The baptisms of Ellen, Sarah and Edward can all be seen, as shown above, and the marriage of Michael Hanna to Dorothea Bryce is confirmed by her maiden name in the baptismal records.
Baptism of Ellen Hanna in May 1859:
Baptism of Sarah Hanna in 1864:
Interestingly, there are a number of Byres listed in the Ballyphilip school registers but no Bryces. Is the name Bryce actually a mistake?
These records also provide a clue to other Hannas in the area at this time. For instance, a Charles Hanna was the eldest child of Michael and Dorothea, baptised on 26th May 1853. Civil records show a Charles Hanna, carpenter, died in 1909 but I cannot verify if this is the same man.
James Hanna and his wife Margaret (no surname) had two daughters baptised, Anne on 31st May 1857 and Margaret on 12th January 1855. It is quite possible that James Hanna and Michael Hanna were brothers.
This same Margaret (or another?) was a witness to the wedding of Alice Hanna in January 1857 to Terence Kelly. A free civil registration index shows an Alice Kelly dying aged 44 in 1867 but this need not be the same person.

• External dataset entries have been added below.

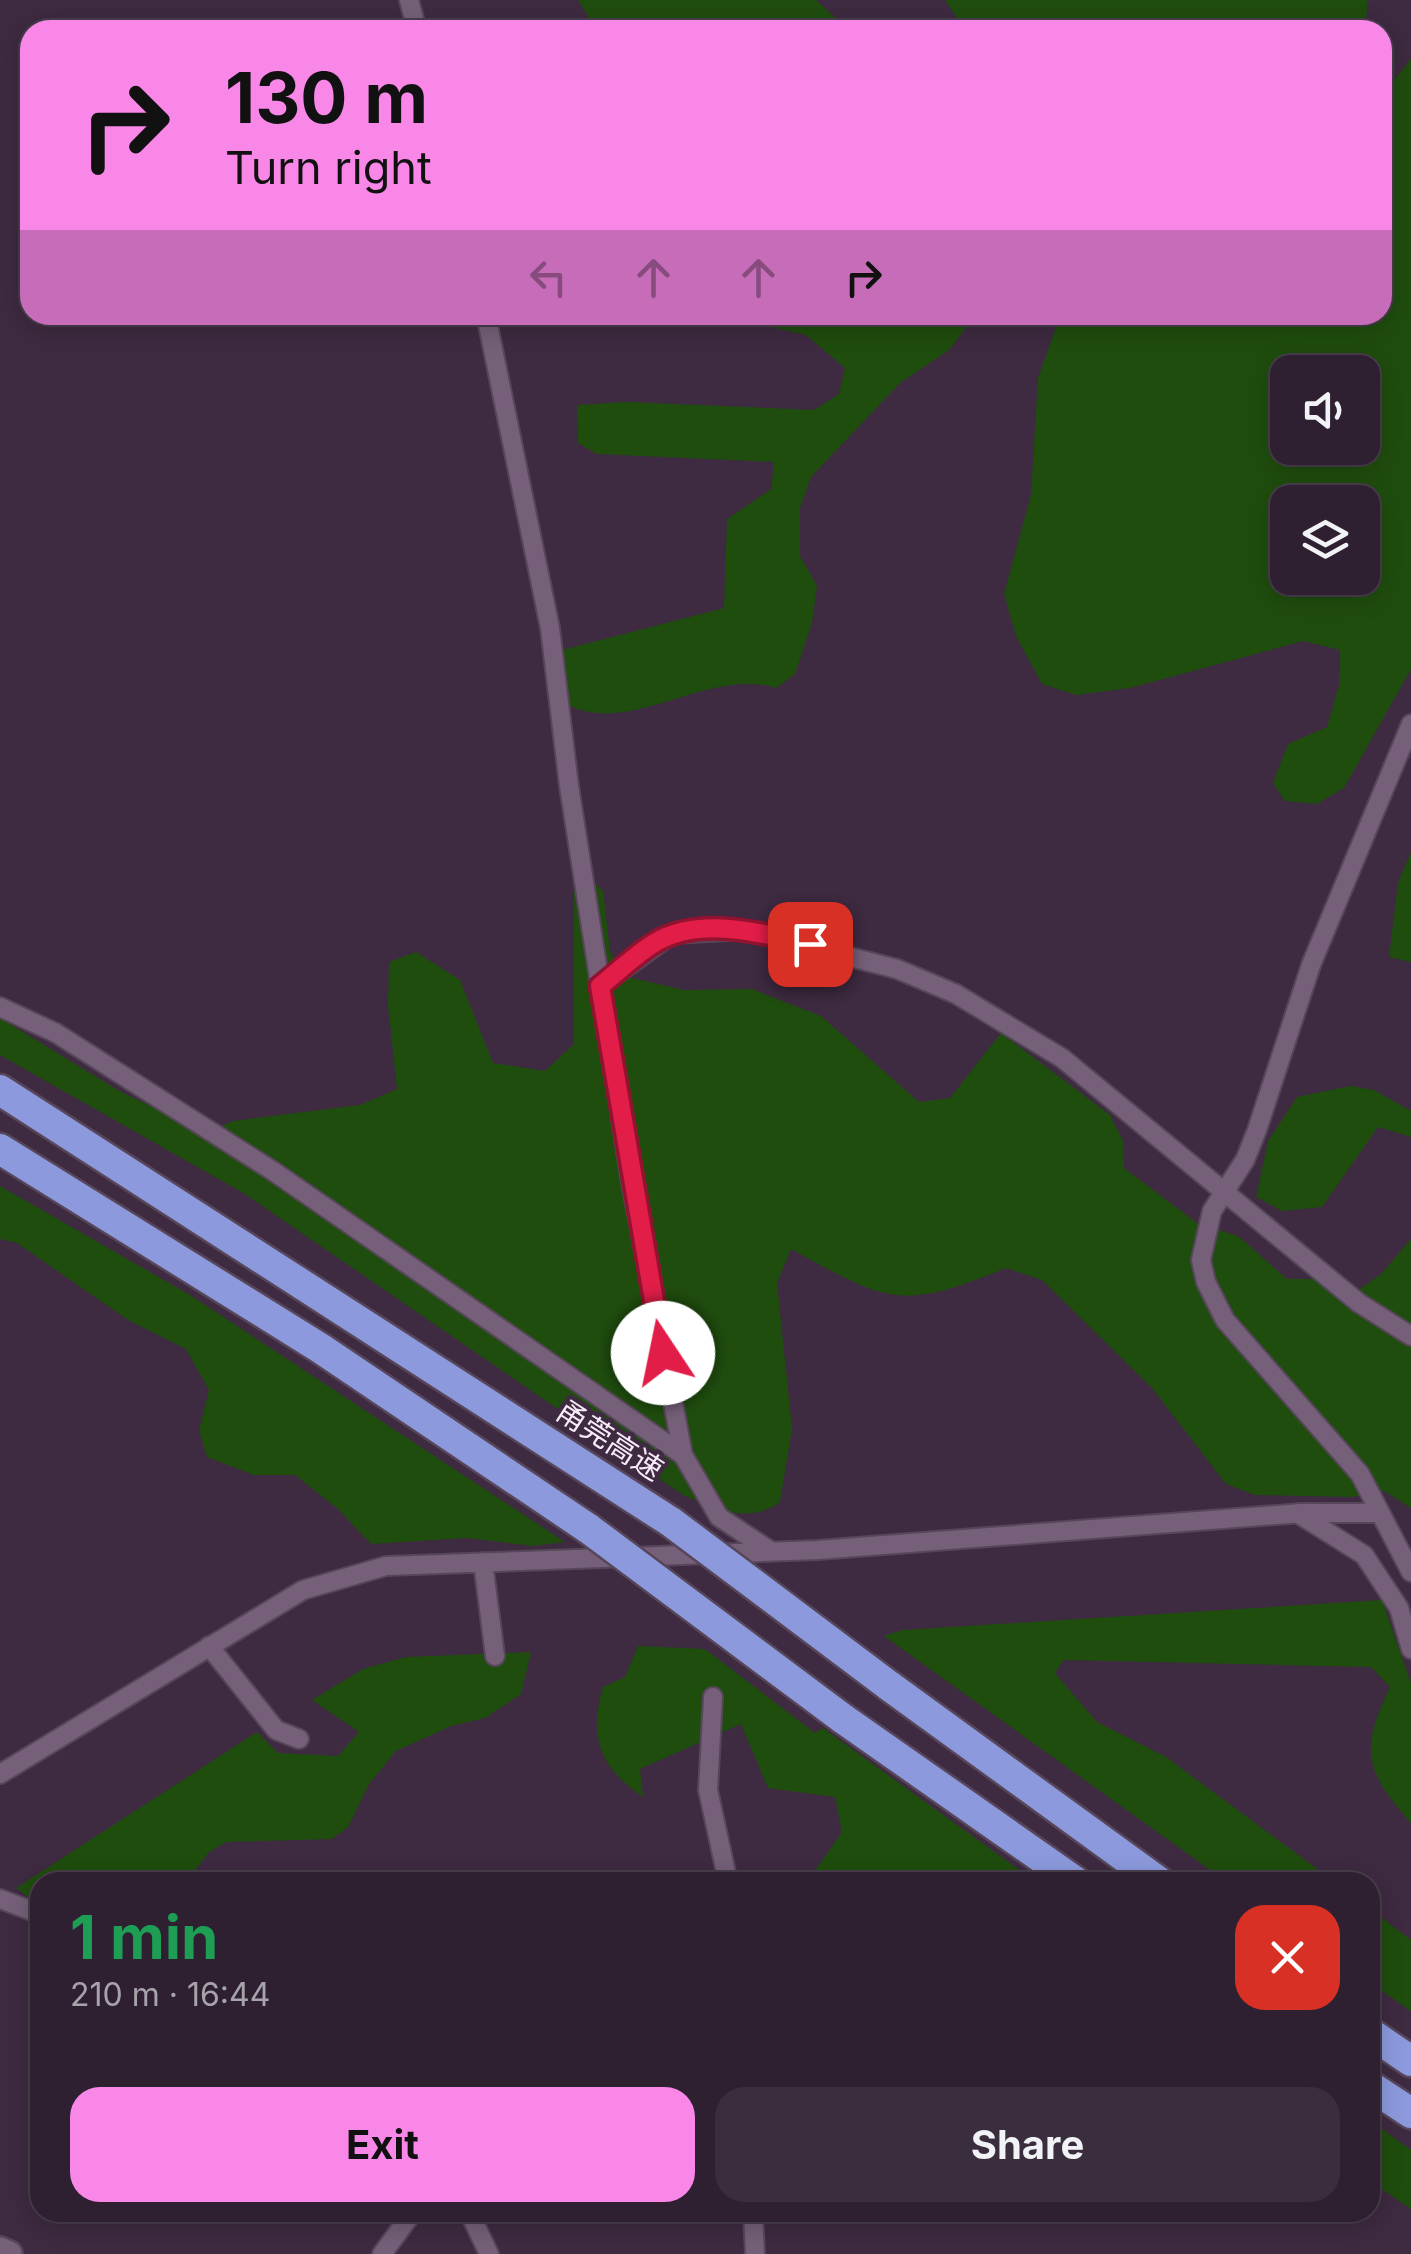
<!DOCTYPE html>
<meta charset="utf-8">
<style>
body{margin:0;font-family:Inter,"Noto Sans SC",sans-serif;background:#3a2d3d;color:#f1f3f6;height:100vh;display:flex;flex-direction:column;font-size:38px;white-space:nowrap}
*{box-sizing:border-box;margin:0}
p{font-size:32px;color:#a7a3ab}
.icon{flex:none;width:55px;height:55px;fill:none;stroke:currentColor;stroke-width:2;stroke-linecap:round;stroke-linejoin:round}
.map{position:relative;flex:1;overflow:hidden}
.details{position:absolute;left:30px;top:1872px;width:1350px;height:350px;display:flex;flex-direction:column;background:#2e2031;border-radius:30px;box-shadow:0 5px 25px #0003,0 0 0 2px #493e4d}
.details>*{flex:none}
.hud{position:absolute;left:20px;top:20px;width:1372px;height:305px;border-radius:30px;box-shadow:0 5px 25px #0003,0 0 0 2px #493e4d;background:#f987e8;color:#111;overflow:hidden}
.controls{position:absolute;left:1270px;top:355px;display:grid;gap:20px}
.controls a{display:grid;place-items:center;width:110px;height:110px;border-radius:20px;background:#2e2031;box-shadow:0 5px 25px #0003,0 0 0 2px #493e4d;font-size:50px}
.pin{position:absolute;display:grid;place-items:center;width:85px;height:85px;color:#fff;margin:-42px;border-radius:20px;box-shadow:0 5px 15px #0006}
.me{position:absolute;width:110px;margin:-55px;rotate:349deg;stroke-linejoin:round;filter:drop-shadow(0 0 8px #0008)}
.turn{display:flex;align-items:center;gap:35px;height:210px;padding:0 40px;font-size:45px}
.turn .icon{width:130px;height:130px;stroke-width:2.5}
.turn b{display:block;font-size:70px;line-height:85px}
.lanes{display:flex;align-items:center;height:95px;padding:0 40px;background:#0003;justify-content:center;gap:50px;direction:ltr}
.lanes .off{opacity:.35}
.round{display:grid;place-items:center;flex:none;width:105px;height:105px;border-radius:30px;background:#3a2d3d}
.head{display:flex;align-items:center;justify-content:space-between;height:170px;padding:0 40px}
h1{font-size:60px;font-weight:700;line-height:75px;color:#1e9e55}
.cta{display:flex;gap:20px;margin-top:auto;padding:20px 40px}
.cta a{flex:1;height:115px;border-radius:30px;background:#f987e8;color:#111;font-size:40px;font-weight:700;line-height:115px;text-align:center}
.cta a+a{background:#3a2d3d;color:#f1f3f6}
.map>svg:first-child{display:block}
.green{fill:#1f4d0e;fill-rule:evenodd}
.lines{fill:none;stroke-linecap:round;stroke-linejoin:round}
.street-casing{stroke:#57465a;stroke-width:22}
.secondary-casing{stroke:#57465a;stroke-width:30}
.highway-casing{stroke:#57465a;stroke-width:35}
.street{stroke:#755f79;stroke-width:18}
.secondary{stroke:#755f79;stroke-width:25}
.highway{stroke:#8c9add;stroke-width:30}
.highway-bridge-casing{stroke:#57465a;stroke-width:35;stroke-linecap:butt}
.highway-bridge{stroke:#8c9add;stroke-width:30}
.route-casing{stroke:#92132f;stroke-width:25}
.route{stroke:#e11d48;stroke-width:18}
.labels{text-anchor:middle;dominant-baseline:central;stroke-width:9;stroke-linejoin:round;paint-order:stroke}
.street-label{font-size:30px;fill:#f7eaf9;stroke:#3e2a41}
</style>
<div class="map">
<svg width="1411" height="2254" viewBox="0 0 1411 2254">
<rect width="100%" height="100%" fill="#3e2a41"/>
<path class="green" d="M578 0H816L849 30H596Z
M945 0H1368L1365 30H965Z
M1411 59V669L1344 788 1317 804 1285 801 1273 783 1288 744 1327 727 1339 685 1340 650 1303 641 1130 688 1076 695 1042 684 1016 636 1004 594 1031 495 1038 378 1057 325 1055 315H1382L1383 84H1391ZM1288 372H1362V448H1288ZM1288 502H1362V578H1288Z
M719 315H976L949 350 900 383 811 477 800 508V556L817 586 812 623 795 674 776 688C709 667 633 735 570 706L560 679 562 650 724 608 727 519 771 489 774 462 597 454 578 443 577 405 627 402 814 410 839 394 845 368 806 335Z
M1411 852V962L1389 957 1398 883Z
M574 865 603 891 610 951 623 976 684 990 752 989 821 1016 919 1102 950 1098 1001 1033 1110 1115 1123 1141 1124 1168 1197 1223 1238 1236 1287 1279H1323L1357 1291 1381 1274 1411 1239V1508L1384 1491 1352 1497 1255 1495 1226 1484 1152 1388 1042 1280 1006 1268C899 1312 888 1302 791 1249L777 1283 792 1429 780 1502C749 1525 716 1509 683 1495L245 1194 0 1055V1018L121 1092 207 1133 233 1121 360 1105 397 1089 388 1005 389 962 416 952 460 980 493 1063 545 1071 574 1044Z
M1350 1086 1374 1090 1411 1111V1137L1378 1127 1322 1207 1282 1211 1256 1197 1268 1141 1297 1097Z
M0 1186 190 1295 565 1542 533 1546 467 1538 371 1544 338 1509 295 1475H254L207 1457 199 1430 209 1390 186 1349 128 1320 17 1243 0 1239Z
M1382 1600 1411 1683V1823C1364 1770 1360 1749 1390 1687L1371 1667 1064 1660 1055 1673 1097 1722 1166 1757 1335 1882H1227L884 1636 902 1630Z
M638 1646 705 1649 815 1733 823 1728 1036 1882H807L842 1832 835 1797 768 1788 741 1724 640 1769 643 1797C600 1768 588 1737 603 1687L625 1677Z
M531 1652 521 1694 485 1718 451 1726 396 1751 369 1784 348 1827 332 1839 226 1842 208 1853 187 1882H40V1906L16 1888 257 1732 278 1753 338 1756 359 1732 312 1700 363 1669 406 1657Z
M1370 1909 1411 1940V2011L1370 1983Z
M1370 2120 1411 2150V2209L1370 2181Z"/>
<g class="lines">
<g class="street-casing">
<path id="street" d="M409 0 417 30
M486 315 550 628 569 786 631 1182 683 1455 719 1517 769 1550
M1411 724 1311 965 1257 1130 1245 1160 1212 1211 1201 1260 1206 1282 1225 1320 1360 1474 1411 1572
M600 986 672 934 745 930 897 969 956 994 1062 1058 1359 1303 1411 1336
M0 1007 56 1033 273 1171 683 1455
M1297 1513 1364 1555 1399 1608 1411 1649
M483 1562 495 1656
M209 1646 276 1730 299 1739
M713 1697 708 1790 728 1882
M0 1774 303 1590 386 1566 818 1550 1302 1513H1377
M0 1899 40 1914
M469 2212 489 2254
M753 2212 755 2254
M382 2254 413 2212"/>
</g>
<g class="secondary-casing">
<path id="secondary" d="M0 2250 9 2254"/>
</g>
<g class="highway-casing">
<path id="highway" d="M0 1090 671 1522
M0 1149 320 1348 589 1529
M888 1685 1159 1882
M842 1718 1076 1882
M1370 2033 1411 2061
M1370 2086 1411 2113"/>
</g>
<use href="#street" class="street"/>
<use href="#secondary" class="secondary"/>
<use href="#highway" class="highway"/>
<g class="highway-bridge-casing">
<path id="highway-bridge" d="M671 1522 888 1685
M589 1529 842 1718"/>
</g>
<use href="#highway-bridge" class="highway-bridge"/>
</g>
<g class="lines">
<g class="route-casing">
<path id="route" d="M663 1353 600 986C618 972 637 953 656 942 701 916 762 933 810 944"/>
</g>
<use href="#route" class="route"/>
</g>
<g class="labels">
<g class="street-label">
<text transform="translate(610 1440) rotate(33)">甬莞高速</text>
</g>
</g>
</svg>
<div class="controls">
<a><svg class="icon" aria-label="sound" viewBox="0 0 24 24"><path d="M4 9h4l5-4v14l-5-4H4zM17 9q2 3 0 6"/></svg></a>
<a><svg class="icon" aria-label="layers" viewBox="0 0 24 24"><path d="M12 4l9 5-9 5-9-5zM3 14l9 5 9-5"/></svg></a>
</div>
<div class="pin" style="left:810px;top:944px;background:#d93025"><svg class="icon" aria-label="arrive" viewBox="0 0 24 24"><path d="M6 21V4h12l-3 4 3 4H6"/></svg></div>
<svg class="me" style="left:663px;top:1353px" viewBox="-20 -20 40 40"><circle r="19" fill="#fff"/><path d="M0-13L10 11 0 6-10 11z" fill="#e11d48"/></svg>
<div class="hud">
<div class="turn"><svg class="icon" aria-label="right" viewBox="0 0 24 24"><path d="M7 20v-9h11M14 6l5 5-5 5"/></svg><div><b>130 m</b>Turn right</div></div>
<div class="lanes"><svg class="icon off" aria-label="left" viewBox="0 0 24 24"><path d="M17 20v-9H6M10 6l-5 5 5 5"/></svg><svg class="icon off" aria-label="ahead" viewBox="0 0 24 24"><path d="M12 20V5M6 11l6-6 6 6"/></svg><svg class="icon off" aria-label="ahead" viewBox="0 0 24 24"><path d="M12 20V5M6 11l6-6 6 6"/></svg><svg class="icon" aria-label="right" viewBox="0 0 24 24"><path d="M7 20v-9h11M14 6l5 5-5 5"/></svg></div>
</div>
<section class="details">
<div class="head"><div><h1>1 min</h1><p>210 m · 16:44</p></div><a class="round" style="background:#d93025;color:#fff"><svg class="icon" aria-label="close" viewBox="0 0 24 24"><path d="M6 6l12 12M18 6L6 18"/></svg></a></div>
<div class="cta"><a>Exit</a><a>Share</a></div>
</section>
</div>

Another witness to the wedding of Alice and Terence was a Mary Hanna. This may be the same as Maria Hanna who married William Denvir.
These people are probably a close age to Michael and it is tempting to assume that they must be siblings but they could also be cousins.
There are other Hannas in the parish records between 1844 and 1849.
Parish records do not show the baptism of Michael or Dorothea, unfortunately. There was a Hugh Bryce and his wife Mary Martin in Ardkeen Parish who had two children baptised, Hugh on 17th February 1853 and Mary on 12th December 1860. There was also a Nicholas Bryce (wife’s name not recorded) had a child named “Patt” baptised on 27th July 1854.
An Edward Bryce was tenant at 22 Strand Street in Portaferry. The value for house, office, yard and small garden on Griffith’s Valuation was £38-0. This was at the junction with Castle Street.
Going further back a John Hannay had a nameless child baptised in Ardkeen on 10th March . John lived at Kirkcubbin.
The 1864 Griffith Valuation of Ireland shows a Nicholas Hanna holding 4 adjacent properties in the Ardkeen area. I will upload more on this later.